[Records drawn from a dataset]
▼▼▼
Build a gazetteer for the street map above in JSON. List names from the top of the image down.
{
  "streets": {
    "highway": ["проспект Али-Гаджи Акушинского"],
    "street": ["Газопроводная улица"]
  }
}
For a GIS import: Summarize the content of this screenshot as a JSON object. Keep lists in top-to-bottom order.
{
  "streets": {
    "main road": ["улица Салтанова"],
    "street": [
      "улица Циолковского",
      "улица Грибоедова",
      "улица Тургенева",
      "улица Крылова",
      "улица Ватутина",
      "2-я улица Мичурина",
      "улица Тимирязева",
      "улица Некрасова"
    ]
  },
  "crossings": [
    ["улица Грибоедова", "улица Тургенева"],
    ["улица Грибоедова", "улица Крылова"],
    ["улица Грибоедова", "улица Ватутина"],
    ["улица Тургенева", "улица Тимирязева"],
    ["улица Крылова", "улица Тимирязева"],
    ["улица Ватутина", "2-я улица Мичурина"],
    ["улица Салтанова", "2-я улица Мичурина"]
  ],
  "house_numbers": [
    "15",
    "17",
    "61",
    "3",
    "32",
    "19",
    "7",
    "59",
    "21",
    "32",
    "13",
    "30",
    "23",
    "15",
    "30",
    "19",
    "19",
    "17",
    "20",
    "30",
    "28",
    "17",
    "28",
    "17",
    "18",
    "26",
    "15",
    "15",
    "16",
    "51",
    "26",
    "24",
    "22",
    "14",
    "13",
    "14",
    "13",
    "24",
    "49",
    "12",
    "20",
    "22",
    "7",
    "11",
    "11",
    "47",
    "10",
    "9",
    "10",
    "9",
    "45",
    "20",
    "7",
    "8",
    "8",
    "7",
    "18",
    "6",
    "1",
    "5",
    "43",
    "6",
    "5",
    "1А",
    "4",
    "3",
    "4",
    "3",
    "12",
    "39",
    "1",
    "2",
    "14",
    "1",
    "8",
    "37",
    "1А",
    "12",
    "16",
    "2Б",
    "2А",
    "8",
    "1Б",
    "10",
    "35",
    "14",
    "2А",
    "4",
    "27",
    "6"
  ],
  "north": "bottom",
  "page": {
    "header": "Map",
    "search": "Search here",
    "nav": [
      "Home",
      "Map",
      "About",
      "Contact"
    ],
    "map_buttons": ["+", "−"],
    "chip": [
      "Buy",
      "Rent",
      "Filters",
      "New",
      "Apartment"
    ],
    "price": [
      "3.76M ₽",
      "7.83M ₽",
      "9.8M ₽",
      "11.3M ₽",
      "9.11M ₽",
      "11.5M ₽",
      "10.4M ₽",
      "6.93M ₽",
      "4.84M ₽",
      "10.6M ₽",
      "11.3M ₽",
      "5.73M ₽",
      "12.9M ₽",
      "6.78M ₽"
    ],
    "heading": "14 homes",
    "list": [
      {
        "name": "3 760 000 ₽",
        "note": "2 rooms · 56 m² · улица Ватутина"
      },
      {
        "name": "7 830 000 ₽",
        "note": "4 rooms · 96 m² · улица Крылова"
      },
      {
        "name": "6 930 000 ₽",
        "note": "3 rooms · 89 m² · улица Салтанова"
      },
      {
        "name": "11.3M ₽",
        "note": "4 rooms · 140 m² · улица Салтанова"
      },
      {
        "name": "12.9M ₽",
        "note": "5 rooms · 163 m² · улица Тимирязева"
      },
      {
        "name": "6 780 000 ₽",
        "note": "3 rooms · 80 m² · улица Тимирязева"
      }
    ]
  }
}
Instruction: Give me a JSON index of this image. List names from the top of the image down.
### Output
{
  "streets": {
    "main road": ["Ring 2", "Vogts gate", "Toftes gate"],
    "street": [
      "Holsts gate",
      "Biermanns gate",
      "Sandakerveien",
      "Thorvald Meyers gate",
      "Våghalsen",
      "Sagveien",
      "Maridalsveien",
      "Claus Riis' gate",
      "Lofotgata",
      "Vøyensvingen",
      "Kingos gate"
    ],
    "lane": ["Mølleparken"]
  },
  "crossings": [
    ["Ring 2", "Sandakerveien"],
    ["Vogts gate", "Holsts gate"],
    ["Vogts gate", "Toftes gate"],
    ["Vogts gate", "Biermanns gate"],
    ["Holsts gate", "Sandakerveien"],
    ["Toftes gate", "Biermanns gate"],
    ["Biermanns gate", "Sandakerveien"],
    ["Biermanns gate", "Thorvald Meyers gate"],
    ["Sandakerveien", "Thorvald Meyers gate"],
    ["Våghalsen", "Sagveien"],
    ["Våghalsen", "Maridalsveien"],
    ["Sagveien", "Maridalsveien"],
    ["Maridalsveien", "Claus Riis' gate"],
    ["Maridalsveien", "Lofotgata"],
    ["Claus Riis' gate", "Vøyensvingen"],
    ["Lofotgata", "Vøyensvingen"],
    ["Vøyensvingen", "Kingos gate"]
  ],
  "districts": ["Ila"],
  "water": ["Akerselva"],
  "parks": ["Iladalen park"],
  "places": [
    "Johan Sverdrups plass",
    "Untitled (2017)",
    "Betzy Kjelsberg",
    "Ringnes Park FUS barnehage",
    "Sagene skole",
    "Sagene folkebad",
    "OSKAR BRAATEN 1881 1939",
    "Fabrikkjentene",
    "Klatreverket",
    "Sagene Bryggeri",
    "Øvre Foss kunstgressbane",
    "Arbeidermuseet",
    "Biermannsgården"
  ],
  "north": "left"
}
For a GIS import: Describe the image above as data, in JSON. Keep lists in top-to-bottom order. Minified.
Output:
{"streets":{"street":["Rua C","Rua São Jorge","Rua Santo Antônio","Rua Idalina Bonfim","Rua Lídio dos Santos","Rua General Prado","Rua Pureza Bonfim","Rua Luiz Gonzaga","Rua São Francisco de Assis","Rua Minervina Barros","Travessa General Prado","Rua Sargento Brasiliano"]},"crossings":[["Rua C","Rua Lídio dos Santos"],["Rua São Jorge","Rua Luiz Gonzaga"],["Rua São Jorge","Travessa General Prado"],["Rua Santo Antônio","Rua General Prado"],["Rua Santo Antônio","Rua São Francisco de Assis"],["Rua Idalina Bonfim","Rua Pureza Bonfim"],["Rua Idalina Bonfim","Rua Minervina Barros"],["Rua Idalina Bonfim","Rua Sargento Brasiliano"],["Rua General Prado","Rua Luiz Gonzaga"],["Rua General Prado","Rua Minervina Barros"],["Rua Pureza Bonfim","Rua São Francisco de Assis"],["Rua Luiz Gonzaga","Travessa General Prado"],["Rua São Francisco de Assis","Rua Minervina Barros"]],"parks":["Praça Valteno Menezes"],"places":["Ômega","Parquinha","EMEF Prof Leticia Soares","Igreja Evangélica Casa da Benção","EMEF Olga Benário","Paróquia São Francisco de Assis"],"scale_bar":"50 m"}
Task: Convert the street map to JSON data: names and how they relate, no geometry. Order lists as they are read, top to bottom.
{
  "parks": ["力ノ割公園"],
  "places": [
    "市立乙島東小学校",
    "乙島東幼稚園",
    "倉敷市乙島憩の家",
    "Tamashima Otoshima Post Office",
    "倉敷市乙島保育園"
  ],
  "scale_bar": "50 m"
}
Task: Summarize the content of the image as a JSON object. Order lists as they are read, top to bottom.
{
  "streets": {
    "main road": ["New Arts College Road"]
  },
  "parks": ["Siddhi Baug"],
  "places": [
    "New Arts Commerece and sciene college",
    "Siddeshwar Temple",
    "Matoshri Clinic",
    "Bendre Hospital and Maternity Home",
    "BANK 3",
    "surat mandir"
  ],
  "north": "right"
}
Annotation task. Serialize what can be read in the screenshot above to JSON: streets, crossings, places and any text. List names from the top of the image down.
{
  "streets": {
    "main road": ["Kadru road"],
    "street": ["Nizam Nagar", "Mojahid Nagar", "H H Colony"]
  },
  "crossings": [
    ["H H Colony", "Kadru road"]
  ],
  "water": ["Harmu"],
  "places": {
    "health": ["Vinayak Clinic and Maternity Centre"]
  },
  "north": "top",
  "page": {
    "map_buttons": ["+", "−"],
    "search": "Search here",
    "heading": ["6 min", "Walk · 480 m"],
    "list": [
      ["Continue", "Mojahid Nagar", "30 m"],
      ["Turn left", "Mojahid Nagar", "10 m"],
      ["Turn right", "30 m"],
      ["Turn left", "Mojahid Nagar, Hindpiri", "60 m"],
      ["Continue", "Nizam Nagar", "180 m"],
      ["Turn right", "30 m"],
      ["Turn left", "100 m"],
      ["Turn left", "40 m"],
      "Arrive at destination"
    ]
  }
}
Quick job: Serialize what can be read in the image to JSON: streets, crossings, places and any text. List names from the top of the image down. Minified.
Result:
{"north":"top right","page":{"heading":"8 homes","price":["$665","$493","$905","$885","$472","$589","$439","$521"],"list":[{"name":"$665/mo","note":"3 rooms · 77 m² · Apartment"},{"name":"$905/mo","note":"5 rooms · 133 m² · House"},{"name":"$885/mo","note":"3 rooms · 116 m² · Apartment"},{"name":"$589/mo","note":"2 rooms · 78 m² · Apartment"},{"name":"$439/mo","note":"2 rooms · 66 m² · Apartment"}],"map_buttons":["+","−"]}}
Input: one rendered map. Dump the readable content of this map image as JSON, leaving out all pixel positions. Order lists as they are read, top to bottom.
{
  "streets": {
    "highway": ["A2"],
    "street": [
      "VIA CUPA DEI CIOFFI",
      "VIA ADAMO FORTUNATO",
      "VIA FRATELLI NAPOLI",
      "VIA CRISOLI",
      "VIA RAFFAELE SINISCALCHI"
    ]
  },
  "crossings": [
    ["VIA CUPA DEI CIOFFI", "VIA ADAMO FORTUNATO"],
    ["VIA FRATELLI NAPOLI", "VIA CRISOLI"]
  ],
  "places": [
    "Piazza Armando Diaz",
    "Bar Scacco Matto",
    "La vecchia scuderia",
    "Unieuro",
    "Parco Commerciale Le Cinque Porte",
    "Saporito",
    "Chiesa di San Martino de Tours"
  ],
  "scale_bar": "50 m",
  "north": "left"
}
▲▲▲
• THE TASK
Where does the word "CIOFFI" occur in the records? Return every line that holds it.

• EXERCISE RESPONSE
      "VIA CUPA DEI CIOFFI",
    ["VIA CUPA DEI CIOFFI", "VIA ADAMO FORTUNATO"],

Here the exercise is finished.